== ASSIGNMENT ==
Write out every line from the listing below where the string "compass" is found.

== SUPPLIED DATA ==
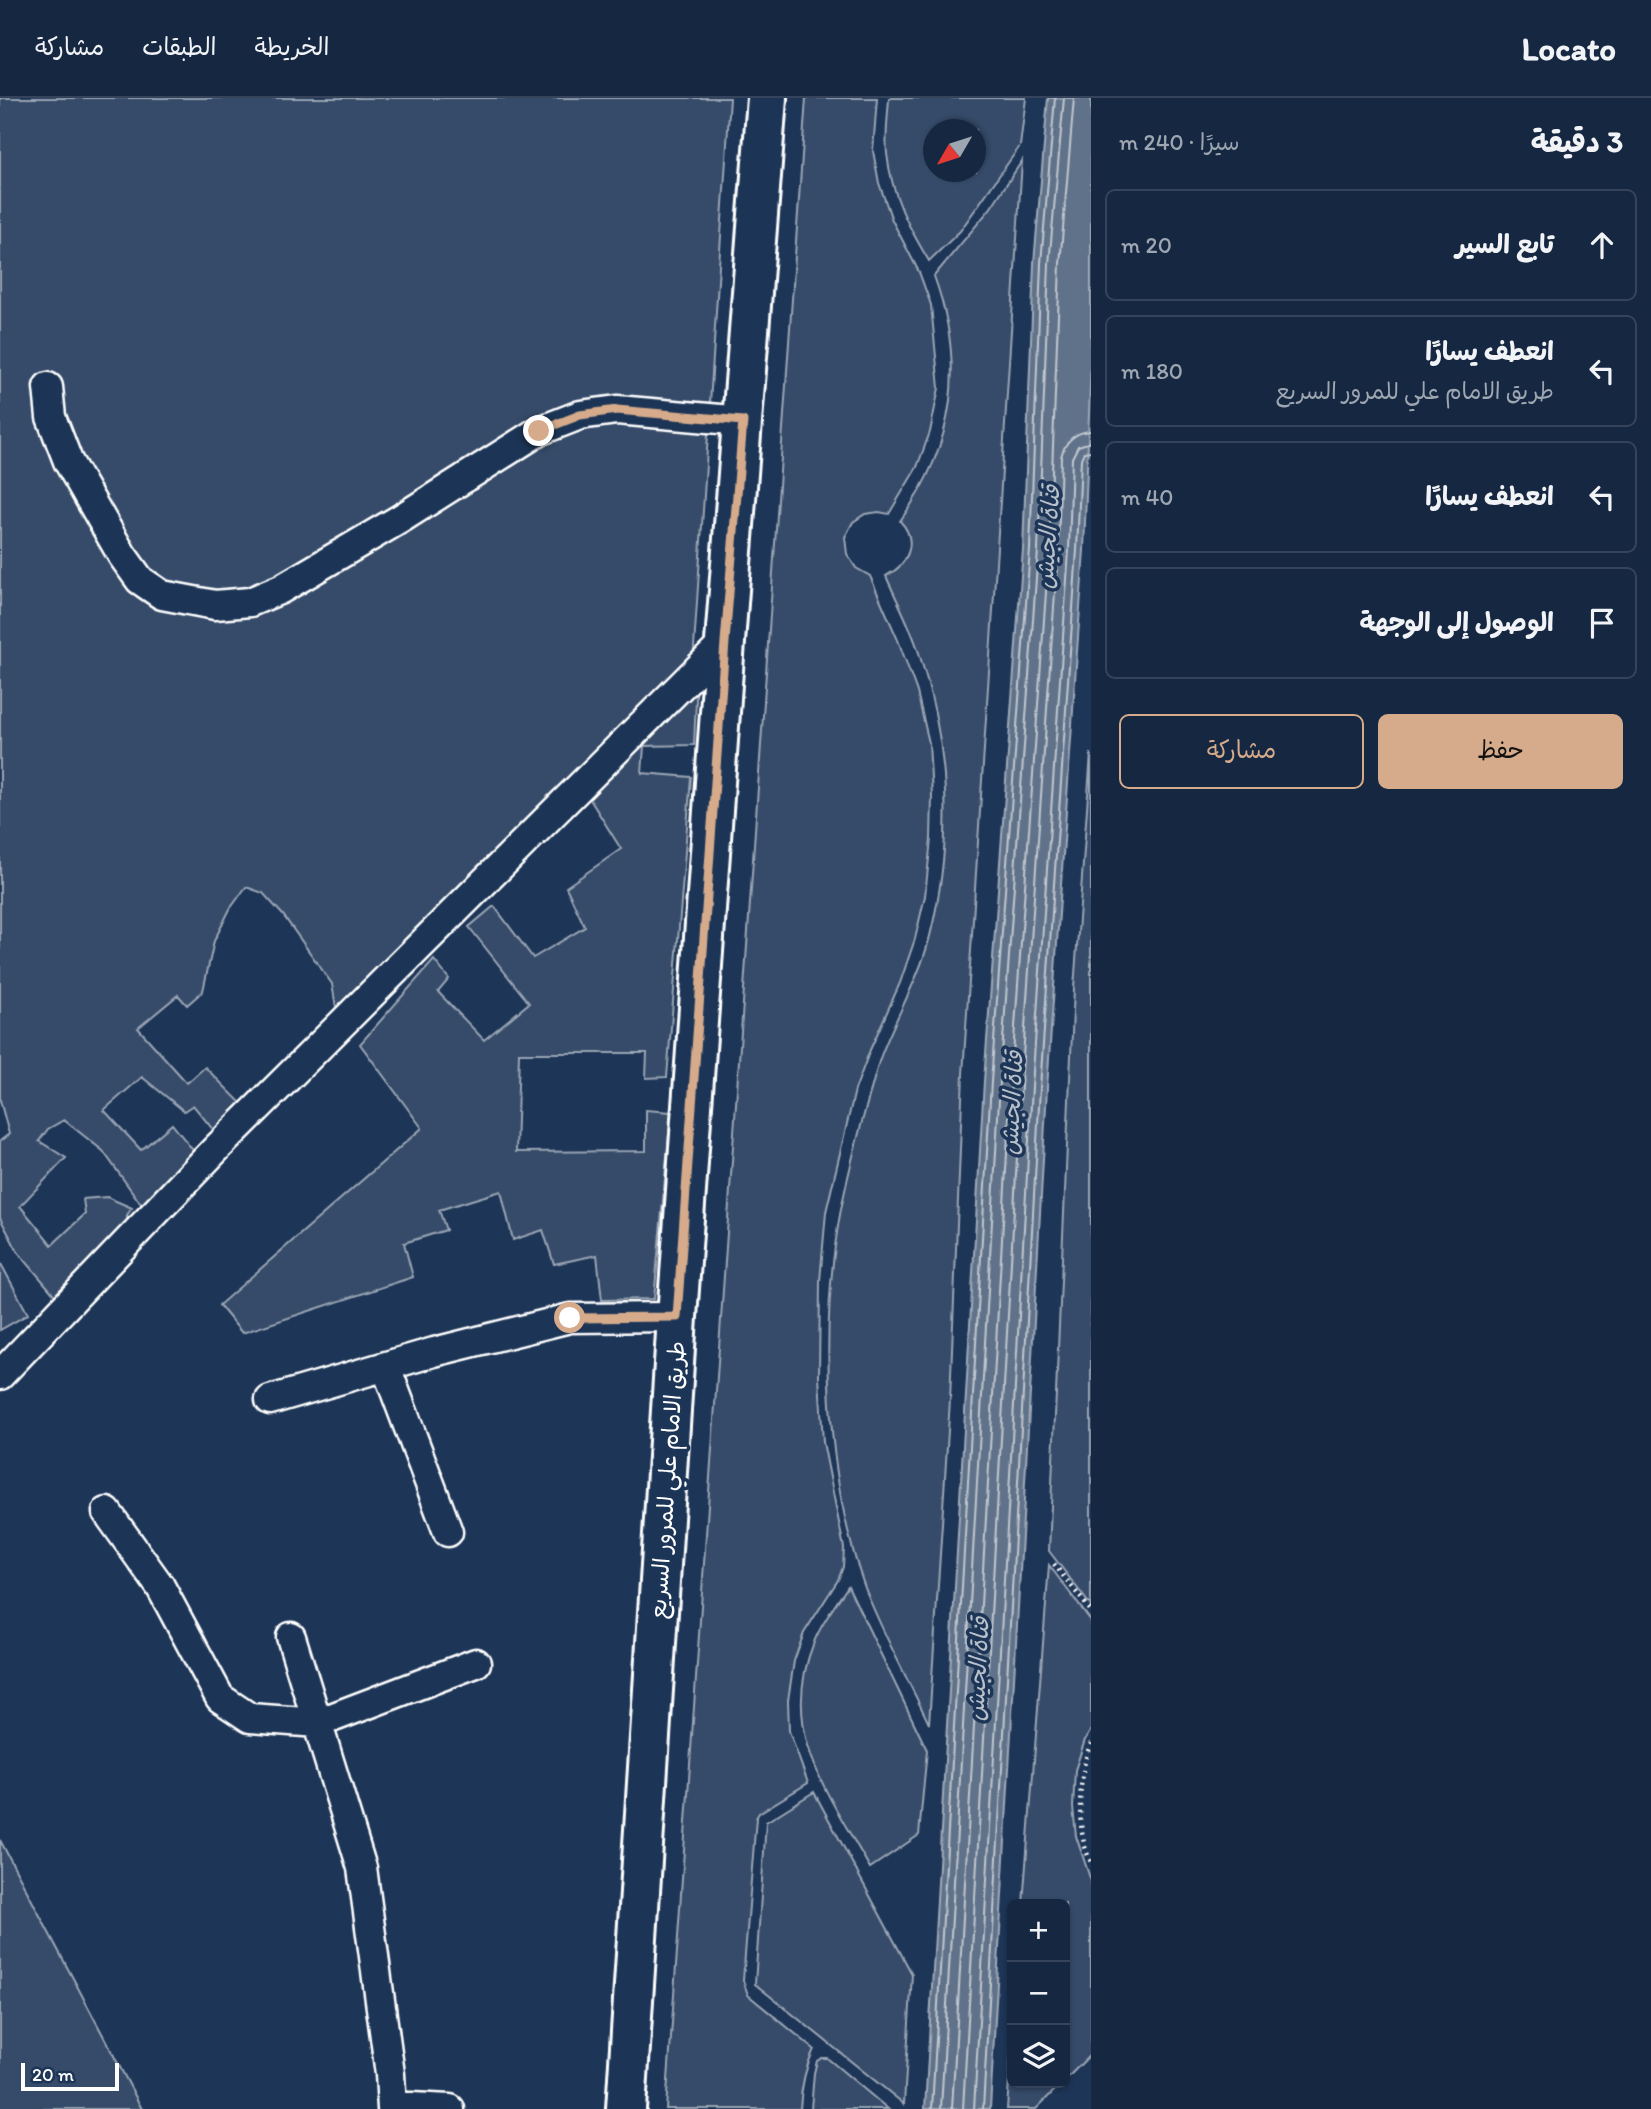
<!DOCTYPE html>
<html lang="ar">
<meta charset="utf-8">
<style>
:root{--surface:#162841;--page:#1f3048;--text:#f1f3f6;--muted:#9ea6b1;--line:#35445a;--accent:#d6ab8b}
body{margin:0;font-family:Itim,"Playpen Sans Arabic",sans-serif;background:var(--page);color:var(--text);direction:rtl}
.controls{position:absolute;right:21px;bottom:21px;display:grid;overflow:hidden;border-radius:10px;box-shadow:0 2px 5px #0004}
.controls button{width:63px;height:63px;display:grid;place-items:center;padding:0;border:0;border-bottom:2px solid var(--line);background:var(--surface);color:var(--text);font:35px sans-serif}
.compass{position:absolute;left:923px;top:21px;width:63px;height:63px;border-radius:50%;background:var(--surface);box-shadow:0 2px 5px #0004;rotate:231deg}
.scale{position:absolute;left:21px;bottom:18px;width:98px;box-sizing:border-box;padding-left:7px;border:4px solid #fff;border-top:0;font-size:19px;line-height:24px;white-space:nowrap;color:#fff;-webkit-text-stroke:5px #1d3557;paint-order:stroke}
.stop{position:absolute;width:21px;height:21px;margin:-16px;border:5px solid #d6ab8b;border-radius:50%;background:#fff}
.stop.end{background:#d6ab8b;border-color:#fff;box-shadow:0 2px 7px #0008}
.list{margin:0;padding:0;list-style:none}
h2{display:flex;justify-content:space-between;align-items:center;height:91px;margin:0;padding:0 28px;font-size:30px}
h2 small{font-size:23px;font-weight:400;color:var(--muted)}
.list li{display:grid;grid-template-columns:46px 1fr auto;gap:21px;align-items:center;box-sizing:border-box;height:112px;margin:0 14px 14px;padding:0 14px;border:2px solid var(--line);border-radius:10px}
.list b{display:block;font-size:26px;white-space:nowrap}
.list p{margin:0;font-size:23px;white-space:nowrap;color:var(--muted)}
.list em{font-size:23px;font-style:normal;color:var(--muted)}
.actions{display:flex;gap:14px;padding:21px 28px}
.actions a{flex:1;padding:16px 0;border:2px solid var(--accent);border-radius:10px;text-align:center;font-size:24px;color:var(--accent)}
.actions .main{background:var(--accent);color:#111}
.icon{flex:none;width:38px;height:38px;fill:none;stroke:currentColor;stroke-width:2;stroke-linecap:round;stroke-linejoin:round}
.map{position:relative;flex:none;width:1091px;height:2011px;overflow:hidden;direction:ltr}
header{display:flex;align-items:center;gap:42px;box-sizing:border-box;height:98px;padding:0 35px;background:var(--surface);border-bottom:2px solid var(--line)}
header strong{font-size:33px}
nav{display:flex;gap:38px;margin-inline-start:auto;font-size:24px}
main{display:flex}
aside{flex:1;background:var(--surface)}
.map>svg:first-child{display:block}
.green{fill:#364b69;stroke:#9aa5b4;stroke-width:2;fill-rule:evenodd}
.water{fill:#617289;stroke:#a0aab8;stroke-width:2}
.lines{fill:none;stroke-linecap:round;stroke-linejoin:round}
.shore{stroke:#c0c7d0;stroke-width:2}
.street-casing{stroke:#fff;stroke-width:33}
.secondary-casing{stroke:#fff;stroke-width:44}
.path{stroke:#fff;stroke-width:4.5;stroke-dasharray:2 5;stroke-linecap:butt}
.street{stroke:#1d3557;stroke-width:28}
.secondary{stroke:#1d3557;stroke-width:38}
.route{stroke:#d6ab8b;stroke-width:9}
.labels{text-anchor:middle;stroke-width:7;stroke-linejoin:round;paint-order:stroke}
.street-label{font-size:23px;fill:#fff;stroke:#1d3557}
.water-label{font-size:24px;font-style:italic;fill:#b8c0ca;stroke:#1d3557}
</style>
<header>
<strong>Locato</strong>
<nav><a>الخريطة</a><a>الطبقات</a><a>مشاركة</a></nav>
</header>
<main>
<aside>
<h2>3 دقيقة<small>سيرًا · 240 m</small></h2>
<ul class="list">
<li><svg class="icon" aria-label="ahead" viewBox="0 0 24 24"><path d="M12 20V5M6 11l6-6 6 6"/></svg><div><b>تابع السير</b></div><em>20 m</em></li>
<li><svg class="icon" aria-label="left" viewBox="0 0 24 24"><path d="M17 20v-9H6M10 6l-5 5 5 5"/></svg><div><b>انعطف يسارًا</b><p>طريق الامام علي للمرور السريع</p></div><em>180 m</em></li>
<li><svg class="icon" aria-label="left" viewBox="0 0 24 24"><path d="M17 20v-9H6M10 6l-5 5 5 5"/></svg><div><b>انعطف يسارًا</b></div><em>40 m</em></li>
<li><svg class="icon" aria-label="arrive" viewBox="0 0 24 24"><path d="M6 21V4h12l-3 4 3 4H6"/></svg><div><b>الوصول إلى الوجهة</b></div></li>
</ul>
<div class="actions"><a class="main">حفظ</a><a>مشاركة</a></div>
</aside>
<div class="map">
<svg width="1091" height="2011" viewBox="0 0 1091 2011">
<rect width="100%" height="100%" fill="#1d3557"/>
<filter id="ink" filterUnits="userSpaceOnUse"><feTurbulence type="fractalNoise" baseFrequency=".0143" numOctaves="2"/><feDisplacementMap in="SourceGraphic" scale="14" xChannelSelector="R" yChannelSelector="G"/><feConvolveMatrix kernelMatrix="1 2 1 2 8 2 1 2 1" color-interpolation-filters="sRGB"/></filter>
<g filter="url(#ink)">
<!-- green -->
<path class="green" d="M 0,0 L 730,0 L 693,565 L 433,814 L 349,910 L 336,909 L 332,886 L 283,817 L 263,795 L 246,789 L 230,811 L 214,843 L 203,893 L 187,907 L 178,897 L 138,930 L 187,985 L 205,969 L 241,1005 L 215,1034 L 193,1007 L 184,1013 L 142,979 L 104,1012 L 141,1052 L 172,1026 L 192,1051 L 207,1058 L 146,1113 L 103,1053 L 64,1022 L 48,1031 L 39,1043 L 66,1060 L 20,1108 L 52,1147 L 85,1116 L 83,1101 L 107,1099 L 132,1110 L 127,1117 L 127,1138 L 57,1200 L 18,1154 L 0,1120 L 0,1043 L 9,1036 L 0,1002 Z
M 806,0 L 877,0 L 873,53 L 879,85 L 892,122 L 919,174 L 931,207 L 939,290 L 930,334 L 917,369 L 889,416 L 879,414 L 865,416 L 853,424 L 845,439 L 847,456 L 856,470 L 870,478 L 898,542 L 917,594 L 929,645 L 932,697 L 931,741 L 925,798 L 915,841 L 900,885 L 870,952 L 855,992 L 826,1114 L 820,1183 L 819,1279 L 823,1344 L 844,1450 L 843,1469 L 838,1482 L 804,1535 L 794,1563 L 788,1602 L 789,1633 L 808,1685 L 759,1715 L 756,1720 L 743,1882 L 748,1897 L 814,1951 C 805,1970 801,1990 800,2011 L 666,2011 Z
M 889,0 L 1026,0 L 1020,48 L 960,133 L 929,163 C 908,128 892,98 887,56 C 885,38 888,18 889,0 ZM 934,32 L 976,32 L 976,74 L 934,74 Z
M 1022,63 L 963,976 L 950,1302 L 929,1626 C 909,1583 882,1535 865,1490 C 825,1379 819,1227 841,1111 C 849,1072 859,1033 870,995 C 874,982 877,968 882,955 C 897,916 920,879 930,838 C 954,741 950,650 919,555 C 911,529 897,503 886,478 C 908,467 919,443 900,423 C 955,347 966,267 934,178 L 990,111 Z
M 697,579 L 694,647 L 644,648 L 642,675 L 691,679 L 667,979 L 646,980 L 647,955 L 519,955 L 516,1054 L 646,1053 L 646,1012 L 671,1014 L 654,1201 L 602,1202 L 597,1157 L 554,1166 L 543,1132 L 513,1142 L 501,1093 L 439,1112 L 446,1132 L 404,1145 L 413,1179 L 242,1235 L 219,1207 L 422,1030 L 360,946 L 434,862 L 449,881 L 438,894 L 484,942 L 529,905 L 469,829 L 494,808 L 533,860 L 585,829 L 566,789 L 621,751 L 586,695 Z
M 1091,655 L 1091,1508 L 1049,1453 L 1074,890 Z
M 0,1164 L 28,1216 L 0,1232 Z
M 1049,1467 L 1091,1523 L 1091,1632 L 1085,1642 L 1075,1672 L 1073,1709 L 1076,1738 L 1091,1783 L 1091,1956 L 1065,1982 L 1065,1806 L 1023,1806 Z
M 848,1488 L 927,1652 L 919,1737 L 870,1770 C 828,1695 778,1633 814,1544 C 822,1524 836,1506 848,1488 Z
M 814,1694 L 912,1876 L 904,2006 L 755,1886 L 766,1724 Z
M 0,1742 L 142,2011 L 0,2011 Z
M 1012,1940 L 1012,1985 L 1062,1985 L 1036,2011 L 1007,2011 Z
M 822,1960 L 827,1960 L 888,2011 L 811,2011 L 814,1975 L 817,1963 Z"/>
<!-- water -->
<path class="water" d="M 1048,0 L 1091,0 L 1091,261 L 1084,452 L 1047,990 L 990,2011 L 925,2011 L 984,983 L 1023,451 L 1034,165 Z"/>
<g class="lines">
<!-- shore -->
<path class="shore" d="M 932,2011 L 991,984 L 1030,451 L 1041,165 L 1055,0
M 941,2011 L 1000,984 L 1038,452 L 1049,166 L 1064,0
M 952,2011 L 1011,985 L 1049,452 L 1060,166 L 1074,0
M 963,2011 L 1021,988 L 1058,451 L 1061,359 C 1065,343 1075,334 1091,333
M 974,2011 L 1032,989 L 1069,452 L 1072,360 L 1078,348 L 1091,344
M 983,2011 L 1040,990 L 1077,452 L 1081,361 L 1084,354 L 1091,353"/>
<!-- street casing -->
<g class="street-casing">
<path id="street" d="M 48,289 L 51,319 L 68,363 L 122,457 L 140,482 L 162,497 L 215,507 L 250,504 L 281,491 L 400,421 L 539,333 L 580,317 L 617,312 L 743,323
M 386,1269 L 448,1434
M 0,1277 L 216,1051 L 725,544
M 270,1302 L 434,1254 L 570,1220 L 677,1219
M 107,1414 L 160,1488 L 220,1600 L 250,1620 L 318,1625 L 476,1565
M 291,1539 L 362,1770 L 390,1976 L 392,2011
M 392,2008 L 450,2011"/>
</g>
<!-- secondary casing -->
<g class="secondary-casing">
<path id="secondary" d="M 626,2011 L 677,1219 L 725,544 L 767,0"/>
</g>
<!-- path -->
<path class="path" d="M 1054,1466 L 1091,1513
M 1091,1645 C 1078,1675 1075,1734 1091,1764"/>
<!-- street -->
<use href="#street" class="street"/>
<!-- secondary -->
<use href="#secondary" class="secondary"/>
</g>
</g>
<g class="lines" filter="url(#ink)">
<!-- route -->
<path class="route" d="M 539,333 L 580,317 L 617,312 L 743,323 L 725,544 L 677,1219 L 570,1220"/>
</g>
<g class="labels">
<!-- street labels -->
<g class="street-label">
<text transform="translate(667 1382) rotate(-86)" y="8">طريق الامام علي للمرور السريع</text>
</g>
<!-- water labels -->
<g class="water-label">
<text transform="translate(1048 439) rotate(-86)" y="8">قناة الجيش</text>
<text transform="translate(1012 1005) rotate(-87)" y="8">قناة الجيش</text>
<text transform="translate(978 1571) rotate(-87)" y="8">قناة الجيش</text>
</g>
</g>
</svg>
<div class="controls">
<button>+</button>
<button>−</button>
<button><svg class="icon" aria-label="layers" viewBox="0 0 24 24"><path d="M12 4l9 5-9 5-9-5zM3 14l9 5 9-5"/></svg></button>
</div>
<svg class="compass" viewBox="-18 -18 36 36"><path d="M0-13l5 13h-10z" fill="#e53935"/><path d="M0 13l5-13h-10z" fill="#9ea6b1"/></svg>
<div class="scale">20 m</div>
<div class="stop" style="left:570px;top:1220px"></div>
<div class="stop end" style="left:539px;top:333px"></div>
</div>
</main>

== ANSWER TO THE PROBLEM ==
.compass{position:absolute;left:923px;top:21px;width:63px;height:63px;border-radius:50%;background:var(--surface);box-shadow:0 2px 5px #0004;rotate:231deg}
<svg class="compass" viewBox="-18 -18 36 36"><path d="M0-13l5 13h-10z" fill="#e53935"/><path d="M0 13l5-13h-10z" fill="#9ea6b1"/></svg>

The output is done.